## Task material
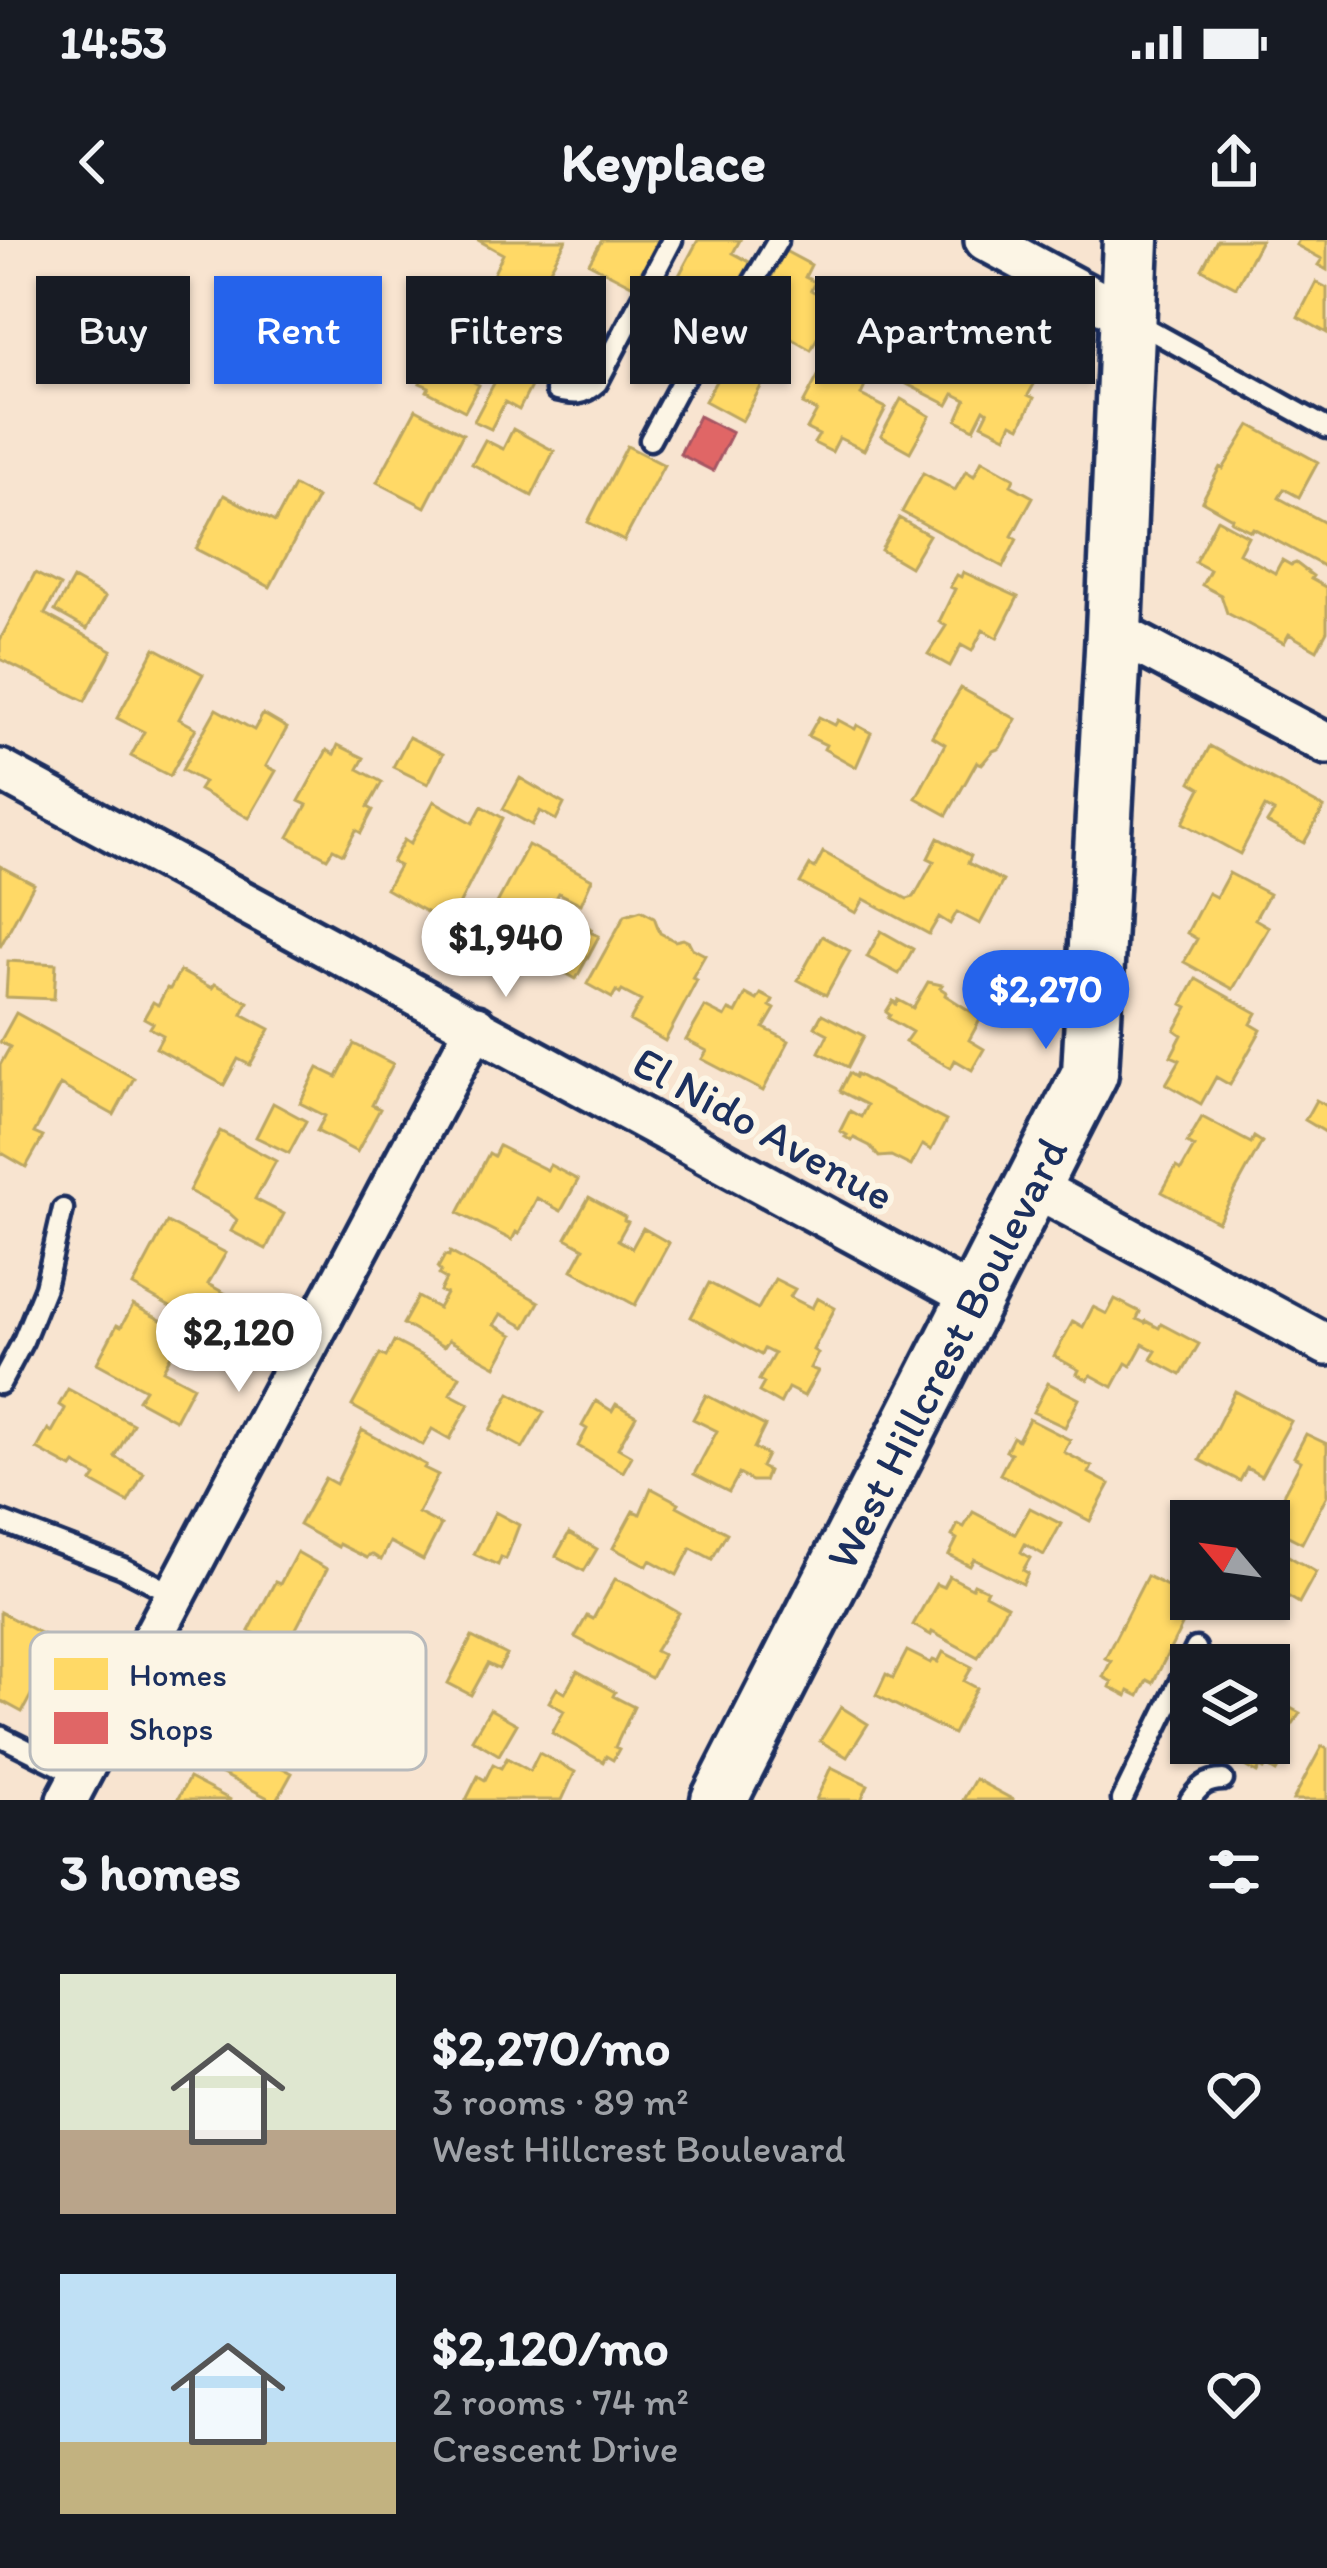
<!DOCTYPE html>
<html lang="en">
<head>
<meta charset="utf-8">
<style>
  :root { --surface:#171b24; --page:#20242c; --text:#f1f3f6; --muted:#9ea1a6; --accent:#2563eb }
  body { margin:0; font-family:Itim,sans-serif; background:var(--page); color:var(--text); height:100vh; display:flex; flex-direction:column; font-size:45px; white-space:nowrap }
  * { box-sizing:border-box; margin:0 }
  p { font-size:39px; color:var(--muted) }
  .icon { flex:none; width:66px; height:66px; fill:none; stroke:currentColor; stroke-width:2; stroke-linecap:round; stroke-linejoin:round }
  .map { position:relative; height:1560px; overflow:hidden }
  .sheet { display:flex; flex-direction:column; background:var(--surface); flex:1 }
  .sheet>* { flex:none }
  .top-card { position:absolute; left:36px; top:36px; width:1257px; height:108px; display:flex; gap:24px }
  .needle { width:78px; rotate:299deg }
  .fabs { position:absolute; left:1170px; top:1260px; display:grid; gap:24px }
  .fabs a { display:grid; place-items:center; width:120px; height:120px; border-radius:0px; background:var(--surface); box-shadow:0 3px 9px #0004; font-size:60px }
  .price { position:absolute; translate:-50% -102px; padding:0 27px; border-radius:42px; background:#fff; color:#222; font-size:39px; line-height:78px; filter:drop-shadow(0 3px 6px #0008) }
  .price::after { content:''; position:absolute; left:50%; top:72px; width:36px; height:27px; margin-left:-18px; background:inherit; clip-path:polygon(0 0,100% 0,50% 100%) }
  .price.selected { background:var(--accent); color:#fff }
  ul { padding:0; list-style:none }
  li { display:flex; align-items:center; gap:36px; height:300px; padding:0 60px }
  li span { display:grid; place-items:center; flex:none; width:336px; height:240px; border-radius:0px; color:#555 }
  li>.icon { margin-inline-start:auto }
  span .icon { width:144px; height:144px; fill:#fffc; stroke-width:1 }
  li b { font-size:51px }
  h2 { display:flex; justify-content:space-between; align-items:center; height:144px; padding:0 60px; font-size:51px }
  .tag { padding:0 42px; border-radius:0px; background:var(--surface); box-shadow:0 3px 9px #0004; font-size:42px; line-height:108px }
  .tag.selected { background:var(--accent); color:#fff }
  .status { display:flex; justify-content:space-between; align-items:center; height:84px; padding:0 60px; background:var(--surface); direction:ltr }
  .status svg { height:33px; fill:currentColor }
  header { display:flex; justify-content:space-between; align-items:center; height:156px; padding:0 60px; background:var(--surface); font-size:54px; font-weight:700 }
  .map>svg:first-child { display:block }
  .homes { fill:#ffd966; stroke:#bba664; stroke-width:3 }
  .shops { fill:#e06666; stroke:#a55664; stroke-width:3 }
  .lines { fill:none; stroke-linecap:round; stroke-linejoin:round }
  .lane-casing { stroke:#1b2f5e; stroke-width:27 }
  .street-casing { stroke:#1b2f5e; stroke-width:48 }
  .secondary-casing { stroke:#1b2f5e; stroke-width:63 }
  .lane { stroke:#fcf5e5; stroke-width:18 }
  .street { stroke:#fcf5e5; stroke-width:39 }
  .secondary { stroke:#fcf5e5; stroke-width:54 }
  .labels { text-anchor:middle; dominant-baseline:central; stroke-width:12; stroke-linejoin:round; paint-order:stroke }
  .street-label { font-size:45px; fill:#1b2f5e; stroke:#fcf5e5 }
  .key { fill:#fcf5e5; stroke:#b8babc; stroke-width:3 }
  .key-label { font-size:33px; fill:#1b2f5e }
</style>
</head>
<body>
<div class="status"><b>14:53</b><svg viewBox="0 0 49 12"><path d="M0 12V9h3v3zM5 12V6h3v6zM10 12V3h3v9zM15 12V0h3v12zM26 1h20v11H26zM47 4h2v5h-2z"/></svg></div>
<header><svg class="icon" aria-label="back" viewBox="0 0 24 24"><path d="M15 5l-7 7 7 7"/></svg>Keyplace<svg class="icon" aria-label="share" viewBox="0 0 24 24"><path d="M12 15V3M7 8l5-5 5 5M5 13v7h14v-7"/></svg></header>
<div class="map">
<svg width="1327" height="1560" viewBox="0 0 1327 1560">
  <rect width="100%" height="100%" fill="#f8e4d0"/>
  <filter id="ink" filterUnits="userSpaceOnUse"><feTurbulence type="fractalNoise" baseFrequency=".00833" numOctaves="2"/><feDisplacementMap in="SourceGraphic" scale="24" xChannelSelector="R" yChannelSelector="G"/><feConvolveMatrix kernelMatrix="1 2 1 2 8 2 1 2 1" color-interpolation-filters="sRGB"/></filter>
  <g filter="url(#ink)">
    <path class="homes" d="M478,0h88l-30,55 -42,-22 9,-19z
      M602,0h64l-27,49 -50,-26z
      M698,0h42l-7,13 24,13 -25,47 -57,-30z
      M1217,0h44l-25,47 -34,-18z
      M1299,0h28v30l-9,-5 4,-6 -26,-14z
      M785,11l26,14 -6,12 10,5 -4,8 24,13 -24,47 -19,-11 -14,26 -41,-22z
      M1316,42l11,6v45l-29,-16z
      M297,45l33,18 -26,47 -33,-18z
      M983,85l15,7 2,-4 39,21 -13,24 11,6 -9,16 6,3 -14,29 -8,-4 -6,13 -24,-12 6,-12 -4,-3 -10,20 -17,-9 9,-20 -12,-6 -6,11 -41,-21 19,-35 3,1 1,-2 29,14 5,-11 5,3z
      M510,113l30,16 -21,41 -14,-8 -14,27 -17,-8z
      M727,121l37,20 -22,40 -37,-20z
      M825,123l41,21 -5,11 25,13 -22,42 -25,-12 -7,14 -18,-9 5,-8 -12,-6 10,-18 -14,-7z
      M430,124l8,5 3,-5 38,21 -14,26 -38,-20 2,-4 -9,-4z
      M901,159l29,17 -20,36 -29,-16z
      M416,169l47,25 -38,73 -48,-25z
      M1250,185l68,37 -19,35 -15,-8 -5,9 48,26v44l-74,-40 -2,3 -20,-10 1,-3 -30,-17 18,-34 3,2z
      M513,189l41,22 -22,45 -60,-32 13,-24 18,9z
      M627,206l37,19 -40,76 -36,-19z
      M982,220l32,18 -3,7 22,12 -21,39 5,3 -14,28 -101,-55 21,-39 32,17 11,-19 8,5z
      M294,246l23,12 -47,89 -74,-38 28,-54 51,27z
      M899,278l30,17 -19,32 -29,-17z
      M1217,279l31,17 -9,17 36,20 7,-13 9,5 5,-2 17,13 -2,3 16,9v43l-10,19 -28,-16 -5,9 -57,-30 -6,-18 -19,-10 8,-15 -15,-8z
      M963,332l55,25 -21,41 -14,-8 -11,21 -11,-6 -11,21 -22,-12 18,-28 -7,-4 16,-33 -5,-2 7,-12 4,2z
      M35,333l25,13 -15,28 67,36 -27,51 -85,-42v-19z
      M73,339l32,18 -18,32 -32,-18z
      M155,408l48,26 -24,45 17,9 -26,48 -39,-20 13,-24 -27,-14z
      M961,448l55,31 -16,29 -7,3 -11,13 -5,-2 -30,53 -31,-17 29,-54 -13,-8z
      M216,469l38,21 9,-16 24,14 -21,38 10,5 -27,47 -50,-28 5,-8 -22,-12z
      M819,477l16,8 3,-5 17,9 2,-4 14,8 -15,34 -32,-18 2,-4 -18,-9z
      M409,497l34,17 -15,30 -35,-17z
      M338,505l26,13 -6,11 24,13 -14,25 5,3 -12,23 -5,-3 -13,24 -10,-5 -6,9 -38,-21 18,-32 -8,-4 28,-51 7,4z
      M1210,506l114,62 -20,35 -37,-20 7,-11 -9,-5 -25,47 -57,-31 18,-35 -10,-6z
      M520,538l44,26 -8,16 -16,-9 -8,14 -29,-16z
      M434,561l39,22 9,-17 21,12 -54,107 -63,-36 13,-23 -7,-4 12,-22 6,4z
      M938,598l33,18 -3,7 35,18 -23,43 -23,-12 -7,12 -11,-7 -10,17 -65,-35 -8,14 -56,-30 10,-18 5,3 8,-16 84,47 7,-2 20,-36 -6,-3z
      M528,605l64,34 -11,25 -22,-11 -17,31 14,8 5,-11 9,5 3,-7 19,10 -2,3 9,4 -23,43 -60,-34 -4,9 -4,-2 -3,5 -28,-16z
      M0,626l34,18 -34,63z
      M1229,633l40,21 -14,25 14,8 -36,62 -49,-27 13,-23 -10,-6 21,-40 8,4z
      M641,670l13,7 6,16 15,8 8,-2 6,3 3,6 13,7 -13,23 5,2 -32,61 -35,-20 11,-20 -19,-10 -2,3 -4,-3 -4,7 -25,-14 38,-69z
      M881,691l32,18 -14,25 -32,-17z
      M822,696l28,15 -24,44 -28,-15z
      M8,721l48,3 -2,35 -48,-2z
      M180,731l32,17 3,-4 33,18 -6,12 28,15 -20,36 -12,-6 -14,26 -68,-37 7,-13 -13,-7 3,-5 -9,-5 9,-16 5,3 9,-17 3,1z
      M1196,739l61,34 -6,11 10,6 -31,55 -14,-8 -15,27 -35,-20 14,-24 -9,-4 11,-21 -7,-5 13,-23 -6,-3z
      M928,742l14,3 -2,3 6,4 -1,3 36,23 -12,22 15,9 -12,21 -17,-10 -4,8 -46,-26 7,-10 -24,-14 2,-3 -4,-3 7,-11 3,3 2,-4 15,8z
      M746,754l11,6 4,-6 12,6 -3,6 5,3 -11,19 25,13 -26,50 -61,-32 5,-8 -21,-11 19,-33 20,10 4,-7 7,3z
      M16,773l118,65 -20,37 -54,-30 -26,48 9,4 -17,30 -26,-15v-87l10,-18 -10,-5z
      M822,774l42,22 -16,31 -29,-15 9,-18 -13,-7z
      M354,804l39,20 -21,41 8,4 -23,43 -40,-21 8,-15 -25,-13 18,-35 19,9z
      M849,833l6,4 1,-3 90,47 -15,29 -9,-5 -11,21 -20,-10 -12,1 -9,-11 -16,-8 -2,3 -7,-4 2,-2 -7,-4 10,-20 11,6 6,-12 -27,-14z
      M1316,860l11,6v27l-22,-13z
      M273,863l33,18 -17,32 -33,-16z
      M1202,877l49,26 3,-6 8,5 -44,80 -56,-30 14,-25 5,3 13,-23 -7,-4z
      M220,891l56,30 -21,38 29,15 -18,35 -35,-18 6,-11 -9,-8 -39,-21z
      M499,906l48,24 3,-5 28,15 -17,31 -24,-13 -18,36 -3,-2 -4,8 -54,-27 31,-60 5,3z
      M589,957l36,20 -1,3 4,2 -10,18 14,8 11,-20 26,15 -34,62 -63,-35 12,-22 -18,-10z
      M167,982l59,31 -18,31 31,17 -19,34 -87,-49z
      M450,1012l89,50 -14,25 -24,-13 -7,11 19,10 -17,31 -47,-26 -5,7 -41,-23 15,-27 20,11 8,-14 -6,-3 6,-12 -7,-4 2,-4 -3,-3 7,-13 4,1z
      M775,1039l20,10 -5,8 22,11 5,-10 18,10 -22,42 5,3 -8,15 8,3 -14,25 -16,-8 -8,16 -21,-12 5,-9 -5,-3 15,-26 -10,-5 -3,6 -70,-38 18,-34 49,26z
      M1115,1059l25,13 -3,7 8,4 1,-2 13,7 2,-4 38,20 -18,31 -30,-16 5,-8 -13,-7 -12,22 -5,-3 -13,24 -22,-12 -3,5 -11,-6 2,-4 -25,-14 19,-35 10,6 10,-20 14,7z
      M133,1065l50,27 -20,38 30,16 -18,34 -37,-20 7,-11 -48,-26 20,-38 4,2z
      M394,1101l66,35 -10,18 19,10 -19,35 -18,-10 -9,16 -71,-39 28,-52 6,3z
      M1048,1143l31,16 -14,28 -32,-15z
      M68,1149l65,35 -18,33 29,16 -16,29 -36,-20 4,-6 -21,-12 -3,4 -35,-19 11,-20 4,3 13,-23 -6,-4z
      M1235,1151l56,30 -30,55 -14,-8 -7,13 -40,-21z
      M510,1153l34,19 -21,36 -33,-18z
      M706,1155l59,31 -11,22 13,7 -6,12 7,4 -4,10h-12l-13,-7 -10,18 -35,-18 23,-43 -24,-12z
      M596,1161l16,10 4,-7 20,12 -18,32 14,8 -9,16 -45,-26 9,-17 -5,-3z
      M1029,1179l41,21 -6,12 28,15 -3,6 21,11 -20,37 -90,-47 11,-21 -5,-2 7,-14 5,3z
      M362,1190l64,35 -2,3 14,7 -20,38 23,12 -18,35 -33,-18 -9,18 -8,-5h-4l-2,3 -28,-14 -1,3 -39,-22 26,-47 11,6z
      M1306,1194l21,10v51l-25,48 -33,-17v-5l32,-60 -7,-4z
      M651,1248l28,15 -2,3 50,27 -15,26 -21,-11 -14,27 -27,-15 -3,6 -34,-18 20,-37 7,3z
      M1030,1268l31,16 -17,31 -19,-11 -4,8 9,6 -7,12 5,3 -5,11 -49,-25 -4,7 -21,-11 8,-16 -5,-3 6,-12 6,3 9,-15 42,22z
      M495,1272l24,13 -13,34 -5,-2 -3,8 -24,-11z
      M569,1293l28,16 -13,22 -28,-15z
      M1271,1306l45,26 -17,31 -30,-18z
      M297,1312l30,17 -38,73 64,34 -22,40 -79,-42 6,-13 -11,-5 11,-21 -9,-4 26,-49 5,2z
      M949,1336l23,12 2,-4 13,6 -2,4 22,12 -29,51 -46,-25 -1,3 -18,-10 23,-41 7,3z
      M1147,1336l48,24 -42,83 -6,-3 -8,16 -10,-5 -2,5 -17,-9 2,-5 -9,-5 8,-16 -6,-3z
      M615,1339l14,5 50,29 -24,38 8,4 -12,23 -76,-41 12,-21 6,3z
      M0,1372l51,27 -2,4 8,4 -35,65 -22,-12z
      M472,1397l35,18 -8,14 -11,-5 -17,31 -23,-12z
      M907,1411l24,12 2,-3 5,2 5,-10 29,15 -8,14 13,7 -24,46 -77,-39 10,-21 7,4z
      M577,1431l38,21 -2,4 21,11 -19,40 4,2 -6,11 -7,-4 -3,6 -51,-29 12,-22 -15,-9 8,-14 8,5z
      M1269,1438l18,10 -8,14 21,11 -19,29 9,6 -14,24 -10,-6 -2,3 -4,-2 -3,6 -36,-20 4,-7 -6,-3h50z
      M223,1455l36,19 -2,5 13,6 -14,29 36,19 -15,27h-5l-84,-44 7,-14 3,1z
      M841,1467l27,17 -21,33 -27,-16z
      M490,1469l27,15 -18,31 -27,-16z
      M1322,1506l5,3v51h-34z
      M539,1513l36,19 -13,28h-96l12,-24 7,4 8,-16 8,4 6,-10 23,13z
      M831,1527l37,18 -7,15h-45z
      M189,1538l42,22h-54z
      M975,1539l39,21h-51z"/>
    <path class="shops" d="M699,176l33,17 -19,38 -33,-17z"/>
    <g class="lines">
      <g class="lane-casing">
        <path id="lane" d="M1132,80l195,108
          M556,151c18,4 27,5 41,-8l75,-143
          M650,200l30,-56 52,-66 46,-78
          M0,1144l23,-43 22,-54 18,-78
          M0,1281l123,47 53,27
          M0,1496l80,40
          M1122,1560l74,-152
          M1190,1560c9,-13 16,-20 33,-20"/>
      </g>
      <g class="street-casing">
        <path id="street" d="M985,0l141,76
          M1114,391l213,113
          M0,530l974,528
          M1031,945l296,160
          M67,1560l409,-774"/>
      </g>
      <g class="secondary-casing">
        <path id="secondary" d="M719,1560l371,-727 24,-442 17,-391"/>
      </g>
      <use href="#lane" class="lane"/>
      <use href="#street" class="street"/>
      <use href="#secondary" class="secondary"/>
    </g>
  </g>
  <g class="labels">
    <g class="street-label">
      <text transform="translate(764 888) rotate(29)">El Nido Avenue</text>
      <text transform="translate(946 1113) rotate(-63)">West Hillcrest Boulevard</text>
    </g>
  </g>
  <rect x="30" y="1392" width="396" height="138" rx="18" class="key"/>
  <rect x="54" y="1418" width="54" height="32" fill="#ffd966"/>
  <rect x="54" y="1472" width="54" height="32" fill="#e06666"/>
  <g class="key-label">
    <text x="129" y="1446">Homes</text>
    <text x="129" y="1500">Shops</text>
  </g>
</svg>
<div class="fabs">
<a><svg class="needle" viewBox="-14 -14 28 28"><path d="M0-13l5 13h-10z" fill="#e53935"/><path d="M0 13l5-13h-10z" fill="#9ea1a6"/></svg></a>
<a><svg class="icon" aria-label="layers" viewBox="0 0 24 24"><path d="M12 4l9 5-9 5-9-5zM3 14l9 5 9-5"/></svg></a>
</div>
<b class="price" style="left:506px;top:760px">$1,940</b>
<b class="price selected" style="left:1046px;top:812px">$2,270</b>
<b class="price" style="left:239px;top:1155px">$2,120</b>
<div class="top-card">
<a class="tag">Buy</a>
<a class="tag selected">Rent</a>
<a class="tag">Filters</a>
<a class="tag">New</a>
<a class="tag">Apartment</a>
</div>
</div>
<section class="sheet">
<h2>3 homes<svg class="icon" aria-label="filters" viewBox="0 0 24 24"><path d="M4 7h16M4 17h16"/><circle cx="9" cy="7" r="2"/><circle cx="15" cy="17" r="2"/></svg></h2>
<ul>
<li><span style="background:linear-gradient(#dfe7d0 65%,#b9a48a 0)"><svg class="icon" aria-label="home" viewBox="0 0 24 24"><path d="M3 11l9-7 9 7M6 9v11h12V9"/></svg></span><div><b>$2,270/mo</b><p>3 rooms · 89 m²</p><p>West Hillcrest Boulevard</p></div><svg class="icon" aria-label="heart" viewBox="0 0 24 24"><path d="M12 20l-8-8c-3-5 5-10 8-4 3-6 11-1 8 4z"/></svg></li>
<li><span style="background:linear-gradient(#bfe0f5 70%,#c2b280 0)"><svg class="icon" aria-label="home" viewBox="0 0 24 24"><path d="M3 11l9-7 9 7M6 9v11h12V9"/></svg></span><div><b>$2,120/mo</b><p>2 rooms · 74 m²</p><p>Crescent Drive</p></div><svg class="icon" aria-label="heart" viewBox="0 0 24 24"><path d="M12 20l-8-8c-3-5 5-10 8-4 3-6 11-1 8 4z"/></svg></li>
</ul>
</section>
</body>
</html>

## Assignment
Pull every line containing "fabs" out of the data above.

## Output
  .fabs { position:absolute; left:1170px; top:1260px; display:grid; gap:24px }
  .fabs a { display:grid; place-items:center; width:120px; height:120px; border-radius:0px; background:var(--surface); box-shadow:0 3px 9px #0004; font-size:60px }
<div class="fabs">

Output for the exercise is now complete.